14 July, 2003
McSweeney's Mammoth Treasury of Thrilling Tales, Michael Chabon, ed. (479 pp, TPB, 2002)
Most of the books I read are chosen through familiarity (i.e. authors I've enjoyed in the past) or recommendations. Occasionally, I'll pick up a book pretty much at random: I'll be browsing in a bookstore, something will catch my eye, and I say to myself, "Self, this looks like something I'd enjoy, let's give it a go." Surprisingly, this has worked out rather well for me, resulting in such good reads as Across the Nightingale Floor and Empire of Bones.
This book, McSweeney's Mammoth Treasury of Thrilling Tales was one of those random choices. I noticed that it has a fair number of authors whose work I've enjoyed in the past-- Chabon, Neil Gaiman, Stephen King-- as well as quite a few who I've never read, but who've gotten good reviews from others. What really drew my attention, however, is the premise Chabon puts forth in the introduction:
Imagine that, sometime about 1950, it had been decided, collectively, informally, a little at a time, but with finality, to proscribe every kind of novel from the canon of the future but the nurse romance. Not merely from the critical canon, but from the store racks and library shelves as well. Nobody could be paid, published, lionized, or cherished among the gods of literature for writing any kind of fiction other than nurse romances. Now, because of my faith and pride in the diverse and rigorous brilliance of American writers of the last half-century, I do believe that from this bizarre decision, in this theoretical America, a dozen or more authentic masterpieces would have emerged. Thomas Pynchon's Blitz Nurse, for example, and Cynthia Ozick's Ruth Puttermesser, R.N. One imagines, however, that this particular genre -- that any genre, even one far less circumscribed in its elements and possibilities than the nurse romanc e-- would have paled somewhat by the year 2002. Over the last year in that oddly diminished world, somebody, somewhere, would by laying down Michael Chabon's Dr. Kavalier and Nurse Clay with a weary sigh and crying out, "Surely, oh, surely, there must be more to the novel than this!"

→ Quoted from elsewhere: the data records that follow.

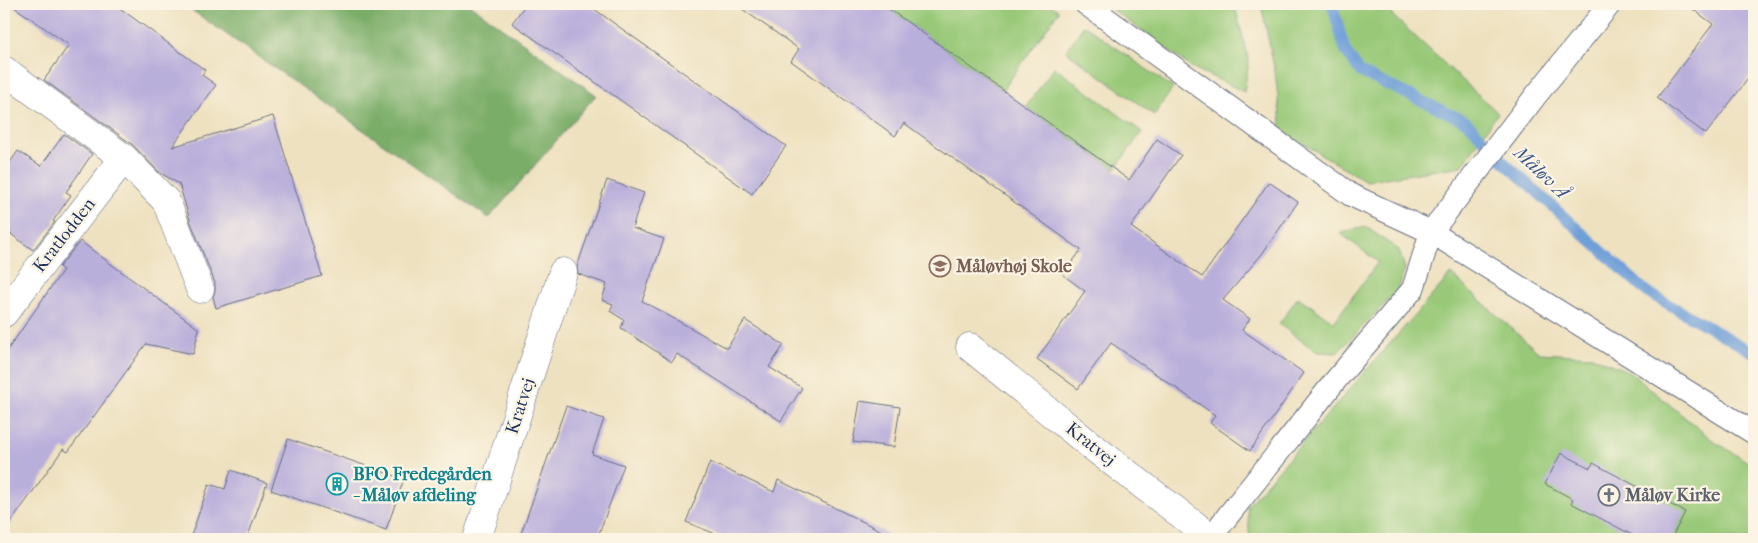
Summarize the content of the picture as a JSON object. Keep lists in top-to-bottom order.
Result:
{
  "streets": {
    "street": ["Kratlodden", "Kratvej"]
  },
  "water": ["Måløv Å"],
  "places": {
    "school or university": ["Måløvhøj Skole"],
    "building": ["BFO Fredegården - Måløv afdeling"],
    "church": ["Måløv Kirke"]
  }
}
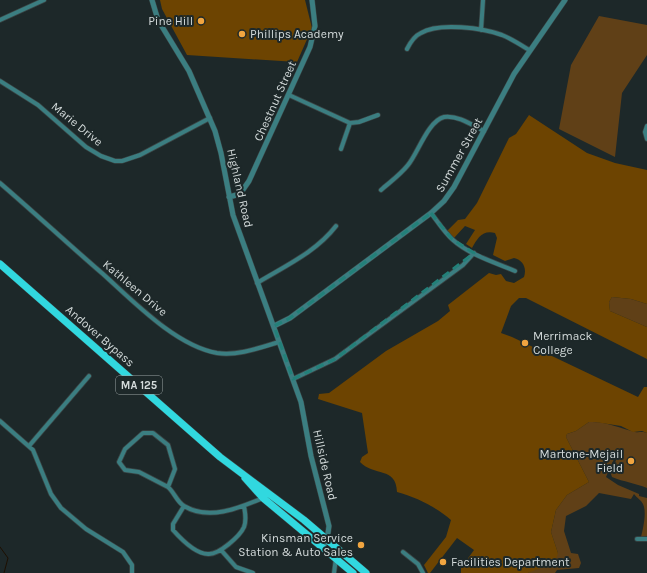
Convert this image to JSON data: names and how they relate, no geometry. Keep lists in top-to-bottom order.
{
  "streets": {
    "main road": ["Andover Bypass", "MA 125"],
    "street": [
      "Chestnut Street",
      "Marie Drive",
      "Summer Street",
      "Highland Road",
      "Kathleen Drive",
      "Hillside Road"
    ]
  },
  "crossings": [
    ["Chestnut Street", "Highland Road"],
    ["Marie Drive", "Highland Road"],
    ["Summer Street", "Highland Road"],
    ["Highland Road", "Kathleen Drive"],
    ["Highland Road", "Hillside Road"],
    ["Andover Bypass", "Hillside Road"]
  ],
  "places": [
    "Pine Hill",
    "Phillips Academy",
    "Merrimack College",
    "Martone-Mejail Field",
    "Kinsman Service Station & Auto Sales",
    "Facilities Department"
  ]
}
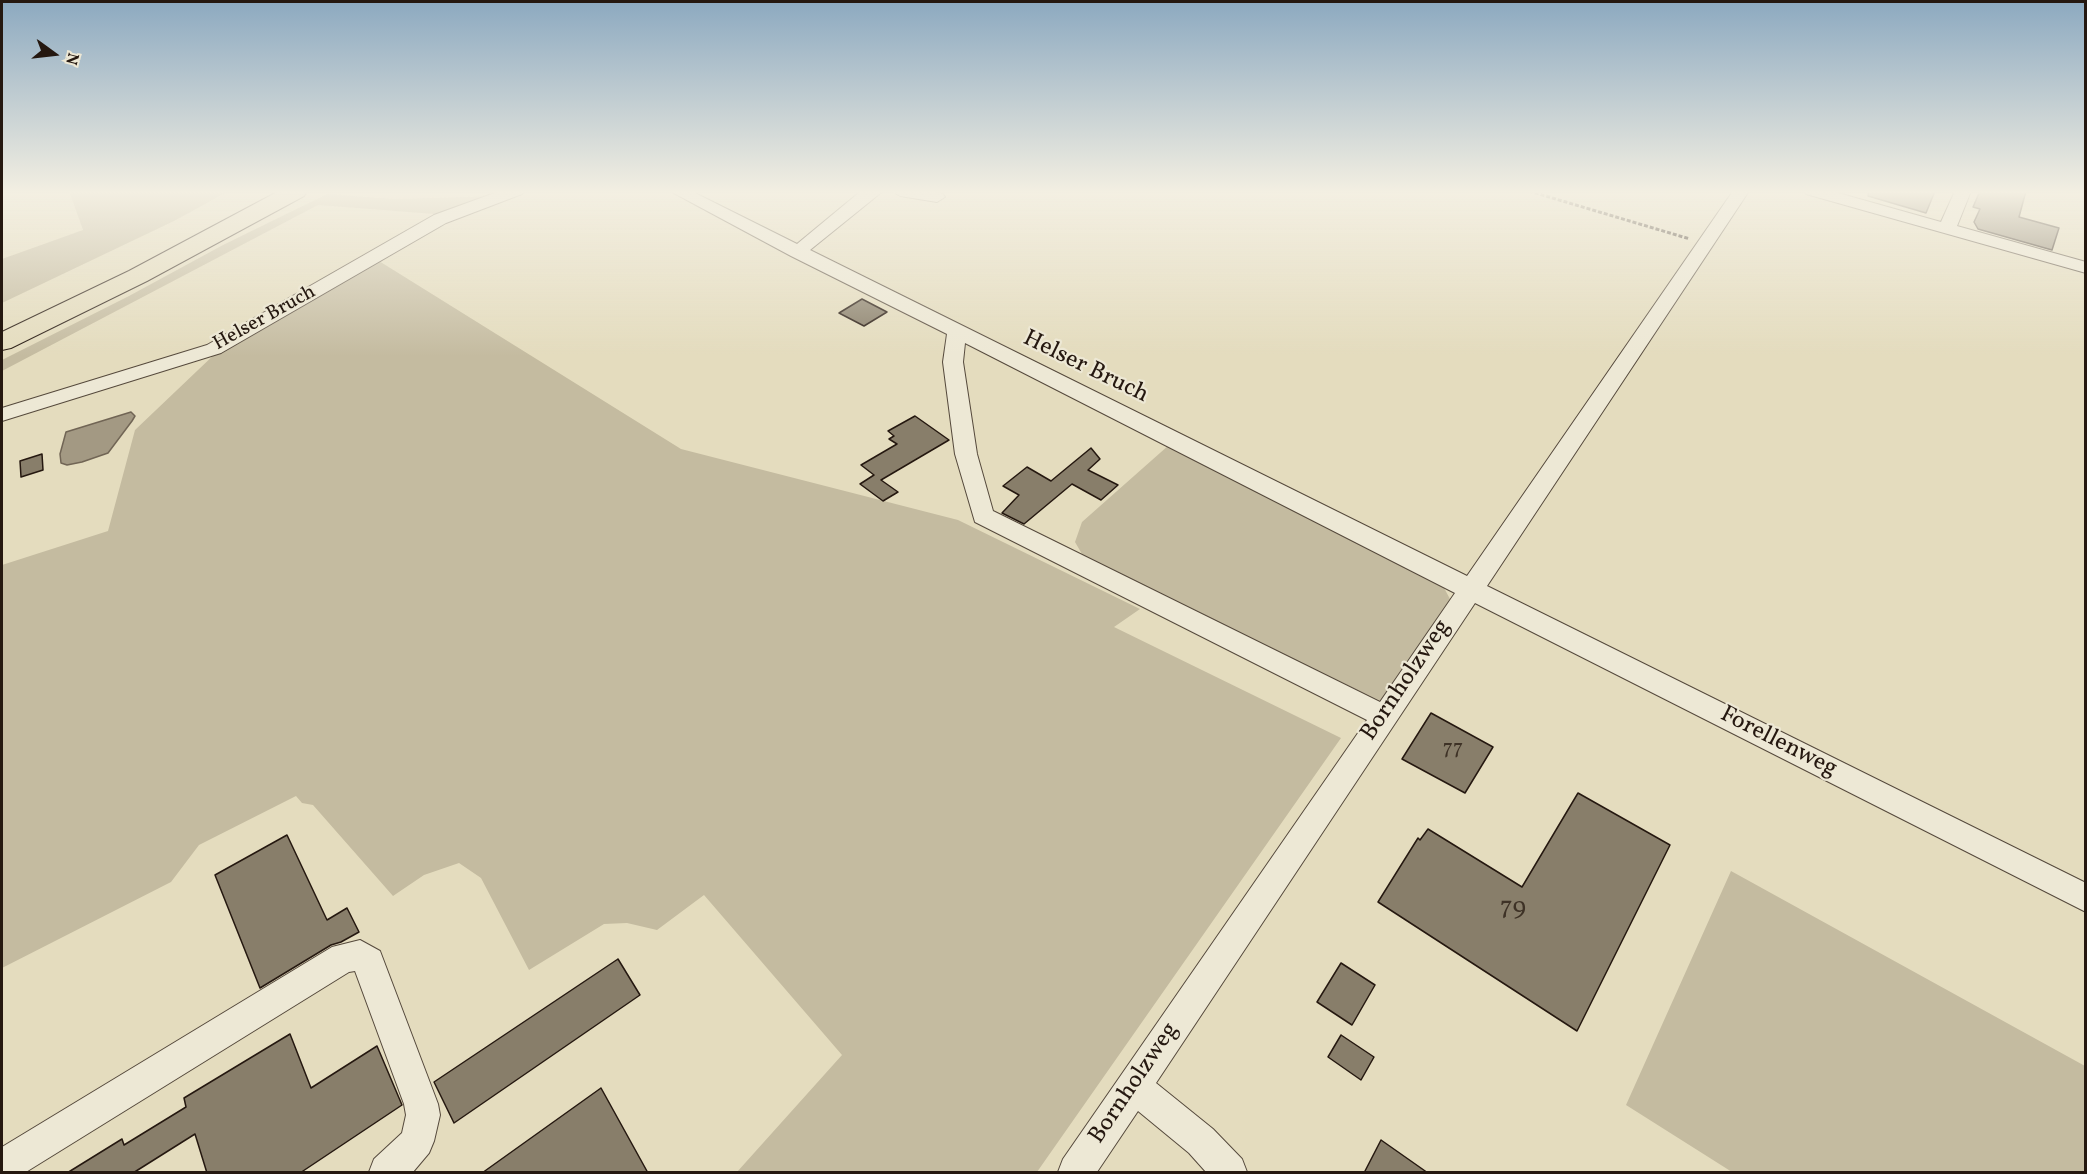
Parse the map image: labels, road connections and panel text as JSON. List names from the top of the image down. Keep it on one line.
{"streets":{"street":["Helser Bruch","Bornholzweg","Forellenweg"]},"crossings":[["Helser Bruch","Bornholzweg"],["Helser Bruch","Forellenweg"],["Bornholzweg","Forellenweg"]],"house_numbers":["77","79"],"north":"right"}
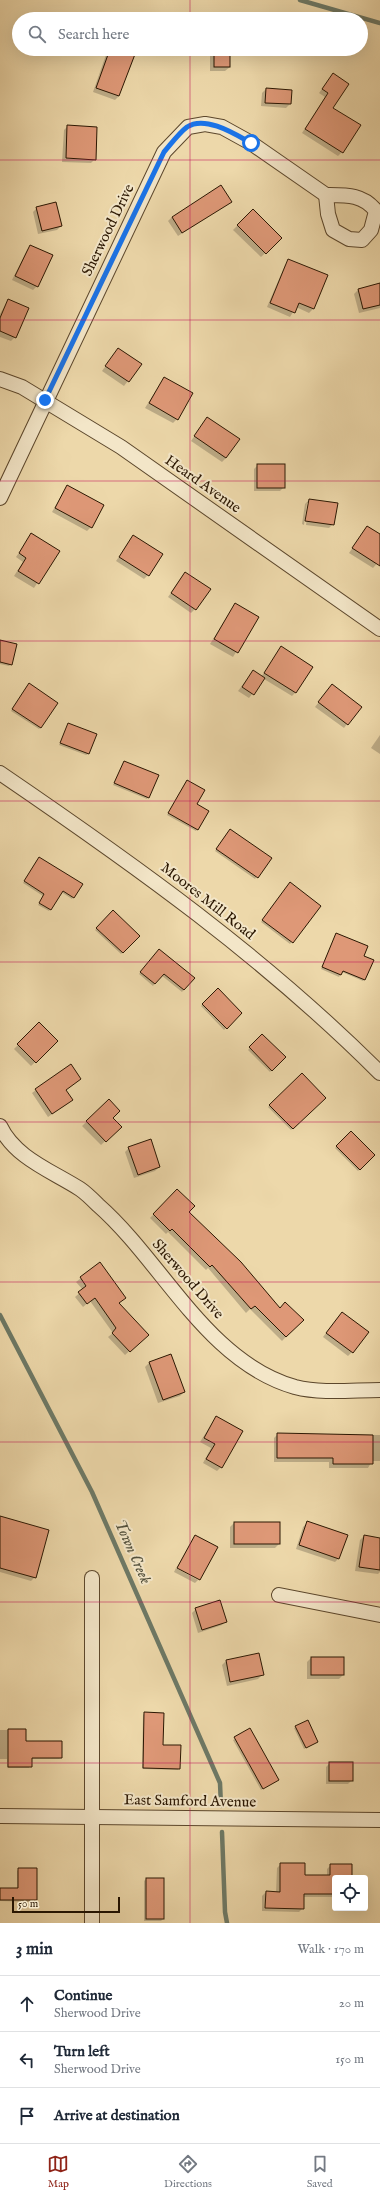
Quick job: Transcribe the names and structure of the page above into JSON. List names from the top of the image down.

Instead of "the novel" and "the nurse romance," try this Gedankenexperiment with "jazz" and "the bossa nova," or with "cinema" and "fish-out-of-water comedies." Now, go ahead and try it with "short fiction" and "the contemporary, quotidian, plotless, moment-of-truth revelatory story."
Suddenly you find yourself sitting right back in your very own universe.
And so, the stated goal of this anthology, was to solicit and publish "stories... with plots." I like stories with plots. So, I figured I'd probably like the book, at least if it fulfilled its stated purpose.
Does it? Well, some of the stories do, in spades. Others, not so much. To tell the truth, I almost gave up after the first three stories, which I hated. The first two have plots, technically, but they are not very interesting plots. The third story, "The Bees," by Dan Chanon is nothing but twenty pages of pointless character-torture. Fortunately, the stories got better, and more plot-ful, starting with the fourth one. (This is a problem I've noticed with more than a couple of anthologies-- they start of with some of the worst stories in the book. What's up with that?)
My favorite stories in this collection are the ones which best fulfill the premise: Elmore Leonard's "How Carlos Webster Changed His Name to Carl and Became a Famous Oklahoma Lawman" (the title pretty much explains it all), Michael Moorcock's "The Case of the Nazi Canary" (an alternate-history detective story wherein Hitler is accused of a murder, and is investigated by an eccentric British detective), Chabon's own "The Martian Agent, a Planetary Romance" (another alternate history, kind of a steampunk-Wild-West tale), and Nick Hornby's piece, "Otherwise Pandemonium." This last, I think, is the best of the lot, but I can't really describe it without spoiling it. Suffice to say it's a masterpiece of misdirection, and it sent chills down my spine. The Chabon contribution annoyed me a little, because it's just a piece of a longer work. It was good, I liked it alot, but I wanted there to be more of it. In the introduction, he refers to it as a "serialized novel," and I am worried that I'll have to subscribe to McSweeney's if I want to read the rest of it. McSweeney's is expensive, and I am not, generally, a big short-fiction reader in the first place. Maybe it'll be published in a single volume if and when the entire story is completed.
One problem I had with this book is how pointlessly depressing many of the stories are. At least three, maybe four, of the stories seem to have nothing to say to the reader beyond "Existence is misery, and there's nothing you can do to avoid it, it's pointless to even try, the best you can manage is dying," and all that without any even any kind of catharsis to make up for the message. (I say "maybe four" because "The Albertine Files," by Rick Moody, is so bleak and depressing, I stopped reading it. So, I don't know if the bleakness and depression have a point or not.) "Thrilling tales" are not supposed to make the reader want to die, just to escape from the misery of the story.